Le président de la Commission a déclaré que le programme de recherche actuel Horizon, doté d'un volume de 94 milliards d'euros, resterait indépendant mais serait « étroitement lié » à l'ECF.
Cet engagement constitue une victoire partielle pour la communauté scientifique, qui craint que le financement à long terme, local et basé sur l'expertise, sous la direction stratégique de von der Leyen, ne cède le pas à des priorités politiques à court terme et imposées par le haut. Cependant, la Commission européenne a déjà présenté une proposition visant à ouvrir « Horizon » à la recherche liée à la défense.

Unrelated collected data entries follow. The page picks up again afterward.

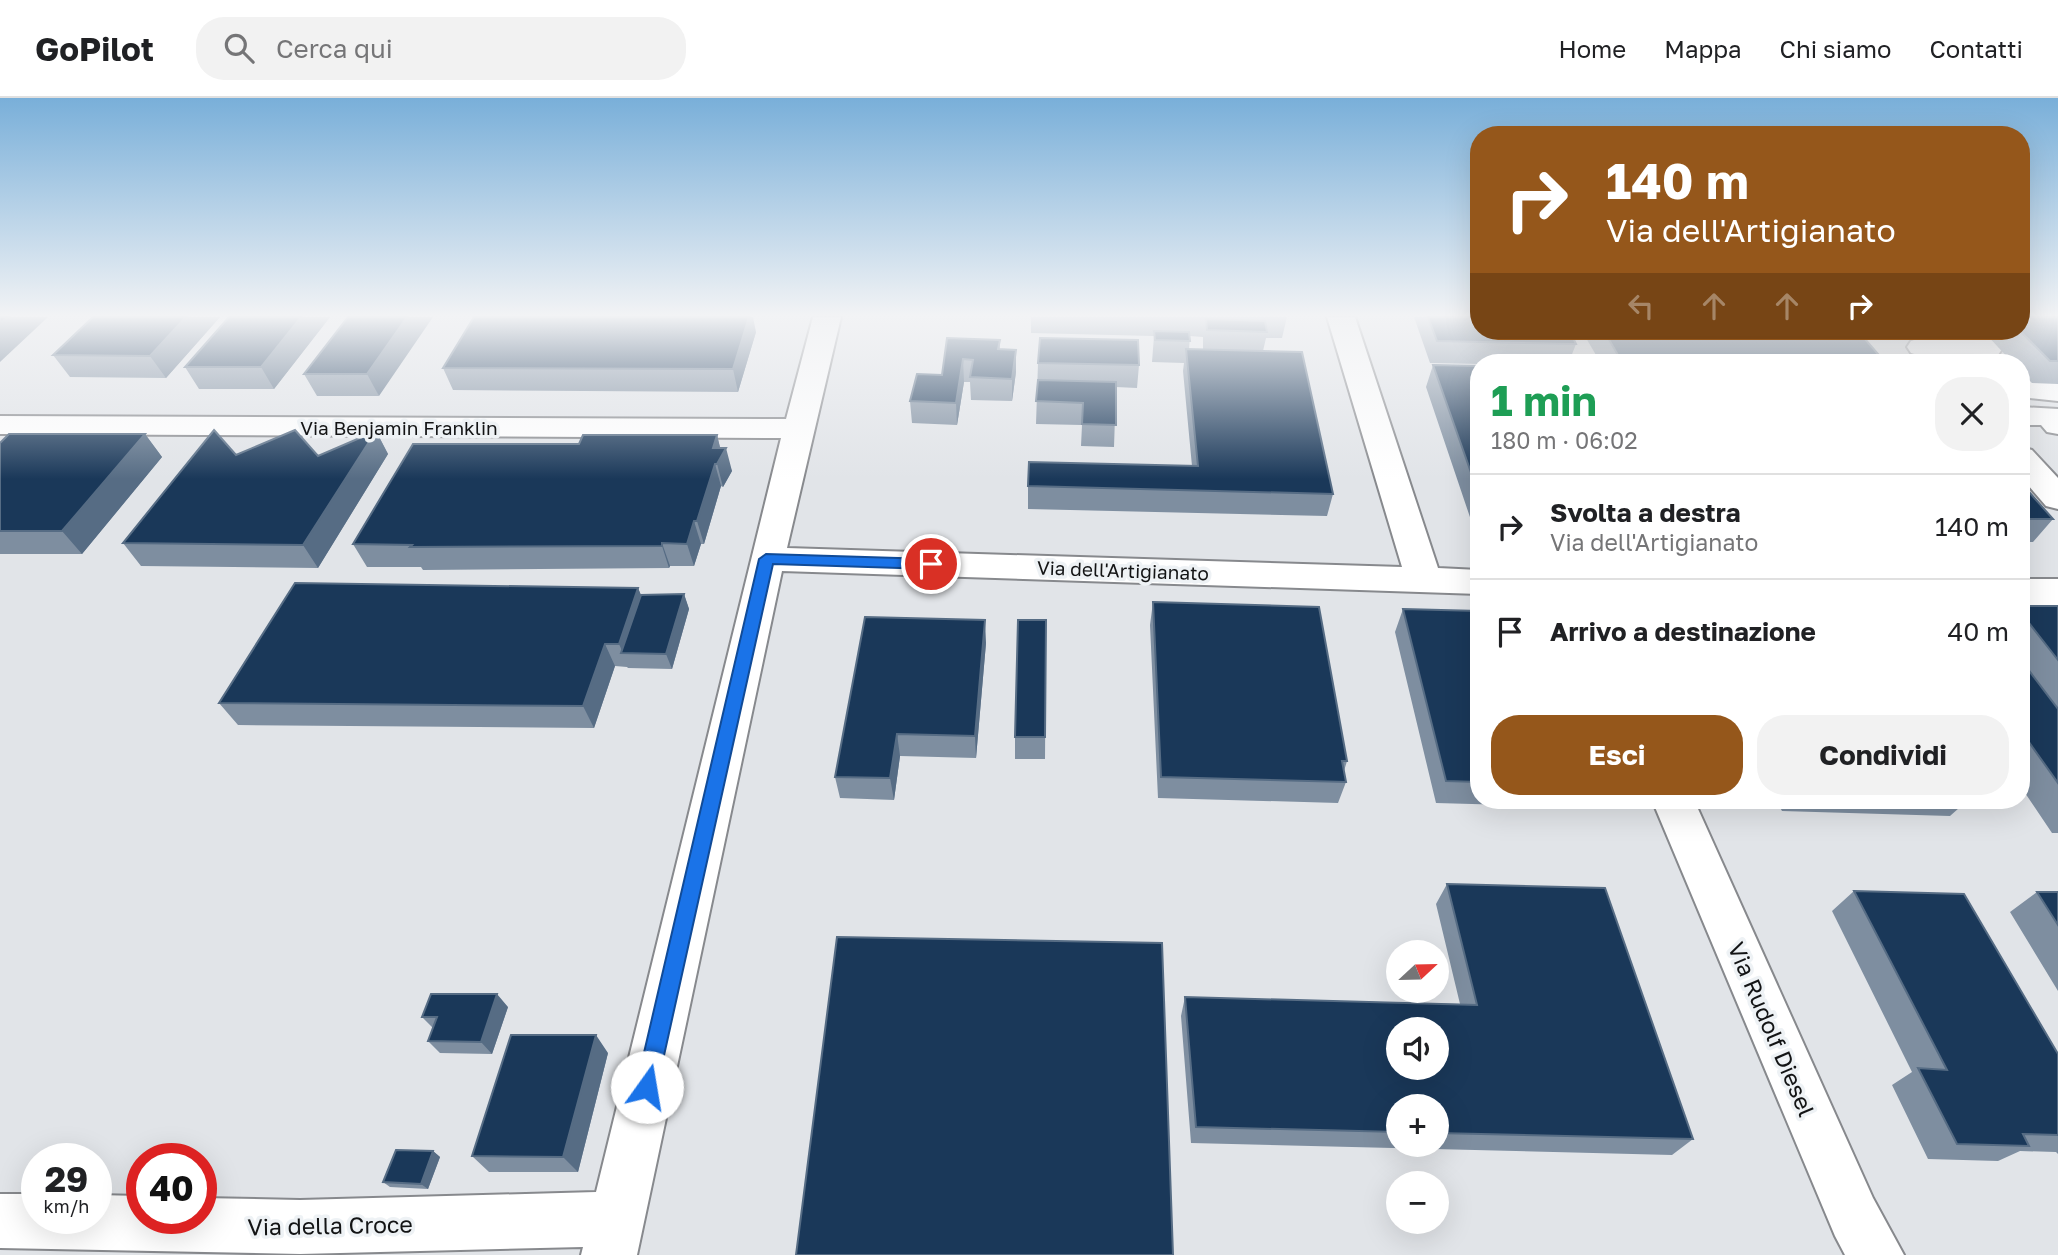 <!DOCTYPE html>
<html lang="it">
<meta charset="utf-8">
<style>
body{margin:0;font-family:"Golos Text",sans-serif;background:#f2f2f2;color:#202124;height:100vh;display:flex;flex-direction:column;font-size:26px;white-space:nowrap}
*{box-sizing:border-box;margin:0}
p{font-size:23px;color:#757577}
.icon{flex:none;width:38px;height:38px;fill:none;stroke:currentColor;stroke-width:2;stroke-linecap:round;stroke-linejoin:round}
.map{position:relative;flex:1;overflow:hidden}
.sheet{position:absolute;left:1470px;top:256px;width:560px;height:455px;display:flex;flex-direction:column;background:#fff;border-radius:28px;box-shadow:0 7px 28px #0002}
.sheet>*{flex:none}
.banner{position:absolute;left:1470px;top:28px;width:560px;height:214px;border-radius:28px;box-shadow:0 7px 28px #0002;background:#95571b;color:#fff;overflow:hidden}
.needle{width:46px;rotate:68deg}
.tools{position:absolute;left:1386px;top:842px;display:grid;gap:14px}
.tools a{display:grid;place-items:center;width:63px;height:63px;border-radius:50%;background:#fff;box-shadow:0 7px 28px #0002;font-size:35px}
.speed{position:absolute;left:21px;top:1045px;display:flex;gap:14px;font-size:35px;font-weight:700;text-align:center}
.speed>*{display:grid;place-content:center;width:91px;height:91px;border-radius:50%;background:#fff;box-shadow:0 7px 28px #0002;line-height:1}
.speed small{font-size:18px;font-weight:400}
.speed .limit{border:10px solid #d22;background:#fff;color:#111}
.pin{position:absolute;display:grid;place-items:center;width:60px;height:60px;color:#fff;margin:-30px;border:4px solid #fff;border-radius:50%;box-shadow:0 2px 7px #0007}
.me{position:absolute;width:77px;margin:-38px;rotate:13deg;stroke-linejoin:round;filter:drop-shadow(0 0 5px #0008)}
.turn{display:flex;align-items:center;gap:24px;height:147px;padding:0 21px;font-size:32px}
.turn .icon{width:91px;height:91px;stroke-width:2.5}
.turn b{display:block;font-size:49px;line-height:60px}
.lanes{display:flex;align-items:center;height:66px;padding:0 21px;background:#0003;justify-content:center;gap:35px;direction:ltr}
.lanes .off{opacity:.35}
.round{display:grid;place-items:center;flex:none;width:74px;height:74px;border-radius:28px;background:#f2f2f2}
.headline{display:flex;align-items:center;justify-content:space-between;height:119px;padding:0 21px}
h1{font-size:42px;font-weight:700;line-height:52px;color:#1e9e55}
.primary-button{display:flex;gap:14px;margin-top:auto;padding:14px 21px}
.primary-button a{flex:1;height:80px;border-radius:28px;background:#95571b;color:#fff;font-size:28px;font-weight:700;line-height:80px;text-align:center}
.primary-button a+a{background:#f2f2f2;color:#202124}
ul{padding:0;list-style:none}
li{display:flex;align-items:center;gap:21px;height:105px;padding:0 21px;border-top:2px solid #e0e0e0}
li div{flex:1}
li b{display:block;font-size:26px}
li em{font-style:normal}
header{display:flex;align-items:center;gap:42px;box-sizing:border-box;height:98px;padding:0 35px;background:#fff;border-bottom:2px solid #e0e0e0}
header strong{font-size:33px}
nav{display:flex;gap:38px;margin-inline-start:auto;font-size:24px}
.search{width:490px;height:63px;background:#f2f2f2;display:flex;align-items:center;gap:18px;box-sizing:border-box;padding:0 24px;border-radius:28px;color:#757577;font-size:26px}
.map>svg:first-child{display:block}
.lines{fill:none;stroke-linecap:round;stroke-linejoin:round}
.minor-casing{stroke:#87898d;stroke-width:4}
.minor{fill:#fff;fill-rule:evenodd}
.wall{fill:#7e8ea0;fill-rule:evenodd}
.shaded-wall{fill:#566c84}
.building{fill:#1a3859;stroke:#566c84;stroke-width:2;fill-rule:evenodd}
.route{fill:#1a73e8;stroke:#114b97;stroke-width:2}
.labels{text-anchor:middle;dominant-baseline:central;stroke-width:7;stroke-linejoin:round;paint-order:stroke}
.street-label{font-size:19px;fill:#131415;stroke:#eef2f5}
.near-street-label{font-size:23px;fill:#131415;stroke:#eef2f5}
</style>
<header>
<strong>GoPilot</strong>
<div class="search"><svg class="icon" aria-label="search" viewBox="0 0 24 24"><circle cx="10" cy="10" r="6"/><path d="M15 15l6 6"/></svg>Cerca qui</div>
<nav><a>Home</a><a>Mappa</a><a>Chi siamo</a><a>Contatti</a></nav>
</header>
<div class="map">
<svg width="2058" height="1157" viewBox="0 0 2058 1157">
<rect width="100%" height="100%" fill="#e1e4e8"/>
<g class="lines">
<!-- minor casing -->
<g class="minor-casing">
<path id="minor" d="M813,219H841L787,450L1402,469L1327,219H1355L1438,470L1479,472V496L782,473L637,1157H581L583,1149L300,1156L0,1150V1096H37V1120H96V1097L142,1098V1120H201V1100L300,1102L596,1094L781,340L0,336V318L786,321Z
M1962,233H1990L2002,251L1998,257L1988,260L1921,258L1911,255L1907,249L1911,243L1921,240L1968,242Z
M2021,274L2031,277L2040,284L2058,285V303L2021,299Z
M2021,309L2058,311V336L2047,334L2041,327H2021Z
M2021,349L2032,352L2058,380V411L2046,408L2021,379Z
M2021,481H2058V507H2021Z
M1652,702H1694L1873,1100L1904,1157H1845L1835,1138Z"/>
</g>
<!-- minor -->
<use href="#minor" class="minor"/>
</g>
<!-- wall -->
<path class="wall" d="M220,219L166,280L70,279L53,257Z
M229,219H330L274,291H199L185,269Z
M348,219L379,298H317L304,276Z
M1031,219H1287L1282,240H1266L1263,253L1333,396L1327,418L1028,411V388L1192,368L1183,273L1184,265L1152,264L1154,238L1031,235ZM1190,238L1203,239V251H1189Z
M1414,219H1479L1576,246L1569,264H1479V266L1430,265Z
M2058,219V286L2032,285L2021,274V264H2012L1983,233H2021Z
M1582,233H1858L1885,264H1600Z
M756,234L738,294L453,292L443,270Z
M947,240L1000,242V251L1016,274L1012,303L971,302L970,284H964L957,327L912,325L910,303L942,277Z
M1038,265L1139,267L1137,290L1116,289L1114,349L1081,348L1082,327L1036,326Z
M1433,267L1479,268V431H1474L1426,289Z
M376,333L388,356L318,470L141,468L123,445L236,357L318,358Z
M145,336L162,359L82,456H0V345Z
M717,337L720,350L732,373L723,389L721,388L704,446H701L694,468H670L669,470L423,472L421,469H367L353,446L579,346Z
M2021,385L2053,421L2033,444H2021Z
M638,490L641,497L684,496L689,511L672,571L628,570L627,569L615,568L594,630L238,627L219,605Z
M1153,504L1347,663L1344,673L1346,684L1338,705L1158,700L1150,527Z
M2021,508H2058V735H2052L2021,689Z
M1403,511L1479,513V702H1586L1581,709L1436,705L1395,534Z
M1046,522L1045,661H1015V639Z
M986,545L976,660L900,658L894,702L840,700L835,679Z
M1776,702H1968L1950,718L1782,713Z
M1447,786L1693,1041L1672,1057L1191,1045L1181,918L1185,899L1460,906L1436,806ZM1398,1008H1437V1046H1398Z
M1854,793L2058,956V1056L2056,1054L2020,1053L1998,1063L1928,1061L1892,987L1912,974L1832,813Z
M2037,794H2058V893L2010,814Z
M508,909L492,956L440,955L428,943L433,930L422,919Z
M608,955L578,1074H489L472,1058Z
M433,1053L440,1059L428,1091L390,1089L383,1084Z"/>
<!-- shaded-wall -->
<path class="shaded-wall" d="M8,219H48L0,264V225Z
M186,219H220L166,280L150,258Z
M301,219H330L274,291L261,269Z
M407,219H433L379,298L367,276Z
M749,219H753L756,234L738,294L733,271Z
M1016,252V274L1012,303V281Z
M963,261L964,284L957,327L956,305Z
M376,333L388,356L318,470L303,447Z
M145,336L162,359L82,456L62,433Z
M717,337L722,357L726,350L732,373L723,389L713,350Z
M715,366L721,388L704,446L697,423Z
M694,423L701,446L694,468L687,446Z
M662,445L670,468L669,470L662,448Z
M638,490L647,512L623,555L619,546Z
M684,496L689,511L672,571L666,556Z
M985,522L986,545L976,660L975,638Z
M605,546L615,568L594,630L583,608Z
M897,636L900,658L894,702L890,680Z
M497,896L508,909L492,956L481,944Z
M596,937L608,955L578,1074L563,1059Z
M433,1053L440,1059L428,1091L421,1086Z"/>
<!-- building -->
<path class="building" d="M0,219H8L0,225Z
M93,219H186L150,258L53,257Z
M229,219H301L261,269H185Z
M348,219H407L367,276H304Z
M474,219H749L733,271L443,270Z
M1428,219H1479V233H1570L1576,246L1437,243Z
M2021,219H2058V263H2050L2020,233H2021Z
M1206,221L1265,223L1267,234L1207,232Z
M1154,233L1189,234L1190,243L1155,242Z
M1604,233H1858L1885,264H1622Z
M947,240L1000,242L998,251L1016,252L1012,281L970,279L973,262L963,261L956,305L910,303L917,276L942,277Z
M1040,240L1138,242L1139,267L1038,265Z
M1186,251L1302,254L1333,396L1028,388L1029,364L1198,368Z
M1433,267L1479,268V397Z
M1038,282L1116,284V327L1082,326L1083,305L1036,303Z
M214,332L236,357L295,332L318,358L376,333L303,447L123,445Z
M9,336H145L62,433H0V345Z
M583,337H717L713,350H726L717,366H715L697,423H694L687,446L662,445V448L410,449L412,447L353,446L413,346H579Z
M2021,385L2053,421H2021Z
M295,485L638,490L619,546H605L583,608L219,605Z
M684,496L666,556L621,555L641,497Z
M1153,504L1319,509L1347,663H1342L1346,684L1161,679Z
M2021,508H2058V562L2022,516H2027Z
M1403,511L1479,513V684L1446,683Z
M865,519L985,522L975,638L897,636L890,680L835,679Z
M1018,522H1046L1045,639H1015Z
M2021,562L2058,611V685L2026,640L2021,639Z
M1447,786L1605,790L1693,1041L1437,1035V1008H1398V1034L1196,1029L1185,899L1477,907ZM1398,931H1437V970H1398Z
M1854,793L1964,796L2058,956V1037L2023,1036L2029,1048L1957,1046L1918,970L1947,972Z
M2037,794H2058V827Z
M837,839L1162,845L1173,1157H796Z
M431,896H497L481,944L428,943L437,919H422Z
M511,937H596L563,1059L472,1058Z
M396,1052L433,1053L421,1086L383,1084Z"/>
<!-- sky -->
<linearGradient id="sky" x2="0" y2="1"><stop stop-color="#79afd9"/><stop offset="0.57" stop-color="#f2f3f5"/><stop offset="1" stop-color="#f2f3f5" stop-opacity="0"/></linearGradient>
<rect width="2058" height="381" fill="url(#sky)"/>
<!-- route -->
<path class="route" d="M766,456L931,461L938,466L931,471L773,466L657,989L654,996L647,999L640,996L636,989L759,461Z"/>
<g class="labels">
<!-- street labels -->
<g class="street-label">
<text x="399" y="329">Via Benjamin Franklin</text>
<text transform="translate(1123 472) rotate(2)">Via dell'Artigianato</text>
</g>
<!-- near-street labels -->
<g class="near-street-label">
<text transform="translate(1772 931) rotate(67)">Via Rudolf Diesel</text>
<text transform="translate(330 1127) rotate(-1)">Via della Croce</text>
</g>
</g>
</svg>
<div class="tools">
<a><svg class="needle" viewBox="-14 -14 28 28"><path d="M0-13l5 13h-10z" fill="#e53935"/><path d="M0 13l5-13h-10z" fill="#757577"/></svg></a>
<a><svg class="icon" aria-label="sound" viewBox="0 0 24 24"><path d="M4 9h4l5-4v14l-5-4H4zM17 9q2 3 0 6"/></svg></a>
<a>+</a>
<a>−</a>
</div>
<div class="speed"><div>29<small>km/h</small></div><div class="limit">40</div></div>
<div class="pin" style="left:931px;top:466px;background:#d93025"><svg class="icon" aria-label="arrive" viewBox="0 0 24 24"><path d="M6 21V4h12l-3 4 3 4H6"/></svg></div>
<svg class="me" style="left:647px;top:989px" viewBox="-20 -20 40 40"><circle r="19" fill="#fff"/><path d="M0-13L10 11 0 6-10 11z" fill="#1a73e8"/></svg>
<div class="banner">
<div class="turn"><svg class="icon" aria-label="right" viewBox="0 0 24 24"><path d="M7 20v-9h11M14 6l5 5-5 5"/></svg><div><b>140 m</b>Via dell'Artigianato</div></div>
<div class="lanes"><svg class="icon off" aria-label="left" viewBox="0 0 24 24"><path d="M17 20v-9H6M10 6l-5 5 5 5"/></svg><svg class="icon off" aria-label="ahead" viewBox="0 0 24 24"><path d="M12 20V5M6 11l6-6 6 6"/></svg><svg class="icon off" aria-label="ahead" viewBox="0 0 24 24"><path d="M12 20V5M6 11l6-6 6 6"/></svg><svg class="icon" aria-label="right" viewBox="0 0 24 24"><path d="M7 20v-9h11M14 6l5 5-5 5"/></svg></div>
</div>
<section class="sheet">
<div class="headline"><div><h1>1 min</h1><p>180 m · 06:02</p></div><a class="round"><svg class="icon" aria-label="close" viewBox="0 0 24 24"><path d="M6 6l12 12M18 6L6 18"/></svg></a></div>
<ul>
<li><svg class="icon" aria-label="right" viewBox="0 0 24 24"><path d="M7 20v-9h11M14 6l5 5-5 5"/></svg><div><b>Svolta a destra</b><p>Via dell'Artigianato</p></div><em>140 m</em></li>
<li><svg class="icon" aria-label="arrive" viewBox="0 0 24 24"><path d="M6 21V4h12l-3 4 3 4H6"/></svg><div><b>Arrivo a destinazione</b></div><em>40 m</em></li>
</ul>
<div class="primary-button"><a>Esci</a><a>Condividi</a></div>
</section>
</div>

En termes de taille, Draghi et l' évaluation des experts d'Horizon ont demandé plus du double du budget pour Horizon, mais la commissaire à la recherche Zaharieva a déclaré que ce n'était pas réaliste.
Les programmes de santé et de climat qui bénéficient actuellement d’un financement prévisible et affecté pourraient voir leurs budgets réduits ou réaffectés dans le cadre d’une compétitivité plus large.
Alors que les pays s’efforcent de renforcer la compétitivité de l’Europe, ils seront également jugés sur leur volonté d’investir de l’argent, d’abandonner d’anciens programmes et priorités et de donner à la Commission davantage de pouvoir de décision.
Flexibilité : quel pouvoir pour Bruxelles ?Von der Leyen vise un nombre global de lignes budgétaires réduit, avec davantage de flexibilité au sein et entre les différents postes, et éventuellement un cycle budgétaire de cinq ans au lieu du cycle actuel de sept ans.
Cependant, les fonds non alloués sont souvent considérés comme politiquement peu fiables, en particulier pour les priorités à long terme telles que la recherche fondamentale.
Dans le même temps, les pays de l’UE pourraient considérer la réforme proposée comme une prise de pouvoir, et les députés européens feront pression pour obtenir un contrôle total sur les décisions de dépenses futures.
Il existe un large consensus sur la nécessité pour l'UE d'un budget plus léger et plus agile pour répondre à de nouvelles priorités telles que la défense et la compétitivité. Mais l'UE est une machine lourde et risque toujours de suivre la voie de la moindre résistance.